While the high numbers of confirmed OTEs make it impossible to pinpoint the precise transcriptional source(s) of toxicity, it appears that the number of potent, unintended interactions is a key concern. The high correlation between potent OTEs and hepatotoxicity scores (r = 0.71, p = 0.0095) suggests that the limited immunostimulation observed with the tested LNA gapmers may occur alongside hepatotoxicity, and it is unlikely that the latter is dependent on the former. This is highlighted by the two most hepatotoxic ASOs we studied (Sequence 1 and GSK3025422A), which show little to no immune activation (based on Ingenuity Pathway Analysis; IPA). The high number of potent OTEs confirmed for both of those ASOs is, thus, the most likely driver of observed phenotype. Further investigation will help determine the precise route to cell death. It has to be noted that increases in spleen weights—an endpoint that tends to correlate with potent immunostimulatory ASOs and that was observed with most first- and, frequently, with second-generation chemistries¹⁶—were generally not observed in these studies.

While it is currently not possible to quantify the confirmatory rate of OTEs for a given oligonucleotide, the possibility of encountering potent interactions will certainly be minimized by progressing ASOs with the lowest number of predicted interactions. Considering selectivity at the ASO design stage is applicable, regardless of oligonucleotide length and design, its affinity to hits with partial sequence complementarity (which is very labor intensive and challenging to estimate), or target tissue. Our data show that a subsequent in vivo and/or in vitro hepatotoxicity screen should also be performed before investing resources in more robust repeat-dose tolerability and toxicology studies. The presented acute mouse screen was found to be predictive of findings in the more established 15-day mouse study and is more amenable to evaluating larger numbers of compound in a shorter time and with fewer resources. We have utilized this approach to deselect PAR-2 leads and have found it to be broadly predictive of observations in a 28-day, repeat-dose rat study (in terms of hepatotoxicity).
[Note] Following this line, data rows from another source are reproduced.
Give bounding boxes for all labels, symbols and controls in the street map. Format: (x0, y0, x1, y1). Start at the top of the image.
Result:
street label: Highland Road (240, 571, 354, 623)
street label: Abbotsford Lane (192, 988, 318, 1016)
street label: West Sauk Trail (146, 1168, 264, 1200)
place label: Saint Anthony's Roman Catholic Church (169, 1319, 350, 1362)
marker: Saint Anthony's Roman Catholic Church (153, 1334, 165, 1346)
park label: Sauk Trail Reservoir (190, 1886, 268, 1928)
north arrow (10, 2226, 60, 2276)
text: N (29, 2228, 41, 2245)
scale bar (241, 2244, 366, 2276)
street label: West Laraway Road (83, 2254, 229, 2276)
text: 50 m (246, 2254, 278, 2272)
Therefore, until further refinements in ASO chemistries, our data suggest that a combination of in silico OTE predictions, streamlined in vivo hepatotoxicity screening, and transcriptome-wide selectivity screen, is a valid approach to identifying and progressing safe compounds.

Materials and Methods

Oligonucleotide Sequences

The BACH1- and PAR-2-targeting ASO gapmers were designed and supplied by Exiqon A/S as >85% pure. The sequences were fully phosphorothioated and contained six LNAs and between four and six LNAs for 16- and 14-mer designs, respectively. Sequence 1 was synthesized by Exiqon based on the sequence and spiking pattern detailed in a study by Stanton et al.¹⁵

Animal Treatment and Ethical Standards

All animal studies detailed within this paper were ethically reviewed and carried out in accordance with the Animals (Scientific Procedures) Act 1986 and the GSK Policy on the Care, Welfare and Treatment of Animals. The CD1 mouse strain was chosen, as there is considerable knowledge of this strain’s general pathology and its response to a wide variety of drugs within GSK. For ASOs, doses of between 3 mg/kg and 5 mg/kg are considered to be at the upper end of the typical dose range assessed in clinical trials.21, 22, 23 Using a formula to calculate human equivalent doses (HEDs) based on allometric scaling (body-surface-area-adjusted dose), the 30 mg/kg and 100 mg/kg doses used in the mouse studies translate into HEDs of 2.4 mg/kg and 8.1 mg/kg, respectively.²⁴ Male Crl:CD1 (ICR) mice (4–5 weeks old at the start of dosing) were obtained from Charles River UK. All animals were acclimated for 1 week prior to being randomized to study groups. They were group housed in temperature- and humidity-controlled conditions with 12-hr/12-hr light/dark cycling. Water and diet (Purina Mills International 5CR4 rodent diet) were supplied ad libitum. Pre-treatment clinical observations were made on day −3, and body weights were recorded on days −3 and −1. These observations were then made daily throughout the treatment and off-treatment periods and just prior to termination. Immediately prior to termination, mice were anesthetized with isofluorane and exsanguinated via the abdominal vena cava.

Repeat-Dose, 15-Day Study

Up to eight male CD1 mice per group were dosed on days 1, 4, 8, 11, and 15 (5 mL/kg) with the ASOs formulated in 1× PBS (pH 7.4) at 6 mg/mL (Table S5). Clinical observations were made 3 days before the study, three times on the treatment days, and once daily on off-dose days, with body weight being measured 3 days before the study and before each treatment. On day 7 (72 hr after the second dose) and day 16 (24 hr after the fifth and last dose), 0.3 mL blood was taken into lithium heparin tubes and plasma prepared, or into potassium EDTA tubes for hematology analysis. Animals were euthanized on day 16, 24 hr after the fifth dose, and terminal body weights were recorded (liver and spleen weights were omitted in error for this study). Liver samples were obtained post-mortem (fixed in 10% formalin for 24 hr, processed to wax blocks, sectioned, and stained with H&E) for histopathological assessment. A qualified regulatory veterinary pathologist read the liver sections from the study and made the histological diagnosis (summarized in Table 1).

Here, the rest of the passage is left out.